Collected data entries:
◆ ◆ ◆

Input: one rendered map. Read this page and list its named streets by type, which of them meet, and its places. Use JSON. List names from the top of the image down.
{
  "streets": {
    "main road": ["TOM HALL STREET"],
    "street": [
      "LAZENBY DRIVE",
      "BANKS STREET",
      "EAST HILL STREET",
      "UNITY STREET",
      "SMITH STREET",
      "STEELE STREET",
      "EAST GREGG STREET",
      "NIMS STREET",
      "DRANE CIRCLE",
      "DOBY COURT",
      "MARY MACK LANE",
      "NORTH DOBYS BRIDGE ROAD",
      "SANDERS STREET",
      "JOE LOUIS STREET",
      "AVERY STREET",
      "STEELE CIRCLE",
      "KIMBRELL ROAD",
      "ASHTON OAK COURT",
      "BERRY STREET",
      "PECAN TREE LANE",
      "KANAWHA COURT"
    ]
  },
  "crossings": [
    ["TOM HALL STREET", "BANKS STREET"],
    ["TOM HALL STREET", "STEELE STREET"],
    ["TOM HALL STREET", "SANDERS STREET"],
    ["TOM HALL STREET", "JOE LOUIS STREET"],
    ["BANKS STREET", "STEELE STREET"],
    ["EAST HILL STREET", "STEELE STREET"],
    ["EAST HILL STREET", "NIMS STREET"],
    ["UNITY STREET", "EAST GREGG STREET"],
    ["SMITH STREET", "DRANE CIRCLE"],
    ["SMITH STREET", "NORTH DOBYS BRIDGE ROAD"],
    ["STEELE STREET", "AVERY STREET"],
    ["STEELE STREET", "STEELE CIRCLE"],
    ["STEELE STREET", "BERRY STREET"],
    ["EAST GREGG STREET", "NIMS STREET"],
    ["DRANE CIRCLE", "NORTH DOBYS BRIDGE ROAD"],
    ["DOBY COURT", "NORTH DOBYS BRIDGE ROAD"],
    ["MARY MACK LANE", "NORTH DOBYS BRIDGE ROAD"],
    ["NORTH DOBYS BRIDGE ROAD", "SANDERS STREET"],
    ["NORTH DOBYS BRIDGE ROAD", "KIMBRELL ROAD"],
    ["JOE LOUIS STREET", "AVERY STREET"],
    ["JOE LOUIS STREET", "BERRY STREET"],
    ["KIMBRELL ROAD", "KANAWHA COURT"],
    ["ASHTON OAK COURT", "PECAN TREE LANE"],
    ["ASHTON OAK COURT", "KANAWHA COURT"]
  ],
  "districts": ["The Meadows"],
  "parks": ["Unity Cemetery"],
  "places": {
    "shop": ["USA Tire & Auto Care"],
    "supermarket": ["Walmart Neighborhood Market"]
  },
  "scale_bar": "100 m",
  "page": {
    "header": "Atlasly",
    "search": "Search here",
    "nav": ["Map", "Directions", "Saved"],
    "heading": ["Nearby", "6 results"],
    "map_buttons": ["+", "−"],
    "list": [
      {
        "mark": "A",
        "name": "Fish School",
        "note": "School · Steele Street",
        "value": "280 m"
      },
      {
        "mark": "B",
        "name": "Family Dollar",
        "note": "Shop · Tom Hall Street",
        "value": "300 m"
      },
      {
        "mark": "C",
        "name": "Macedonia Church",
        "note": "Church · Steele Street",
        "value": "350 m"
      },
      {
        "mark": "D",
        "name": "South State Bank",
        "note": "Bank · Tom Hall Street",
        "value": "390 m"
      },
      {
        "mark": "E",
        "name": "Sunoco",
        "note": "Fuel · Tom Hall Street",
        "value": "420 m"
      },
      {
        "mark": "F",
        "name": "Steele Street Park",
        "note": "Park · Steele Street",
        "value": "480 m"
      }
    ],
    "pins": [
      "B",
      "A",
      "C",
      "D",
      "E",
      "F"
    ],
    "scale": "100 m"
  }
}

◆ ◆ ◆

## TASK DETAILS
Transcribe each record above exactly. Skip none.

## ANSWER FOR THE TASK
Input: one rendered map. Read this page and list its named streets by type, which of them meet, and its places. Use JSON. List names from the top of the image down.
{
  "streets": {
    "main road": ["TOM HALL STREET"],
    "street": [
      "LAZENBY DRIVE",
      "BANKS STREET",
      "EAST HILL STREET",
      "UNITY STREET",
      "SMITH STREET",
      "STEELE STREET",
      "EAST GREGG STREET",
      "NIMS STREET",
      "DRANE CIRCLE",
      "DOBY COURT",
      "MARY MACK LANE",
      "NORTH DOBYS BRIDGE ROAD",
      "SANDERS STREET",
      "JOE LOUIS STREET",
      "AVERY STREET",
      "STEELE CIRCLE",
      "KIMBRELL ROAD",
      "ASHTON OAK COURT",
      "BERRY STREET",
      "PECAN TREE LANE",
      "KANAWHA COURT"
    ]
  },
  "crossings": [
    ["TOM HALL STREET", "BANKS STREET"],
    ["TOM HALL STREET", "STEELE STREET"],
    ["TOM HALL STREET", "SANDERS STREET"],
    ["TOM HALL STREET", "JOE LOUIS STREET"],
    ["BANKS STREET", "STEELE STREET"],
    ["EAST HILL STREET", "STEELE STREET"],
    ["EAST HILL STREET", "NIMS STREET"],
    ["UNITY STREET", "EAST GREGG STREET"],
    ["SMITH STREET", "DRANE CIRCLE"],
    ["SMITH STREET", "NORTH DOBYS BRIDGE ROAD"],
    ["STEELE STREET", "AVERY STREET"],
    ["STEELE STREET", "STEELE CIRCLE"],
    ["STEELE STREET", "BERRY STREET"],
    ["EAST GREGG STREET", "NIMS STREET"],
    ["DRANE CIRCLE", "NORTH DOBYS BRIDGE ROAD"],
    ["DOBY COURT", "NORTH DOBYS BRIDGE ROAD"],
    ["MARY MACK LANE", "NORTH DOBYS BRIDGE ROAD"],
    ["NORTH DOBYS BRIDGE ROAD", "SANDERS STREET"],
    ["NORTH DOBYS BRIDGE ROAD", "KIMBRELL ROAD"],
    ["JOE LOUIS STREET", "AVERY STREET"],
    ["JOE LOUIS STREET", "BERRY STREET"],
    ["KIMBRELL ROAD", "KANAWHA COURT"],
    ["ASHTON OAK COURT", "PECAN TREE LANE"],
    ["ASHTON OAK COURT", "KANAWHA COURT"]
  ],
  "districts": ["The Meadows"],
  "parks": ["Unity Cemetery"],
  "places": {
    "shop": ["USA Tire & Auto Care"],
    "supermarket": ["Walmart Neighborhood Market"]
  },
  "scale_bar": "100 m",
  "page": {
    "header": "Atlasly",
    "search": "Search here",
    "nav": ["Map", "Directions", "Saved"],
    "heading": ["Nearby", "6 results"],
    "map_buttons": ["+", "−"],
    "list": [
      {
        "mark": "A",
        "name": "Fish School",
        "note": "School · Steele Street",
        "value": "280 m"
      },
      {
        "mark": "B",
        "name": "Family Dollar",
        "note": "Shop · Tom Hall Street",
        "value": "300 m"
      },
      {
        "mark": "C",
        "name": "Macedonia Church",
        "note": "Church · Steele Street",
        "value": "350 m"
      },
      {
        "mark": "D",
        "name": "South State Bank",
        "note": "Bank · Tom Hall Street",
        "value": "390 m"
      },
      {
        "mark": "E",
        "name": "Sunoco",
        "note": "Fuel · Tom Hall Street",
        "value": "420 m"
      },
      {
        "mark": "F",
        "name": "Steele Street Park",
        "note": "Park · Steele Street",
        "value": "480 m"
      }
    ],
    "pins": [
      "B",
      "A",
      "C",
      "D",
      "E",
      "F"
    ],
    "scale": "100 m"
  }
}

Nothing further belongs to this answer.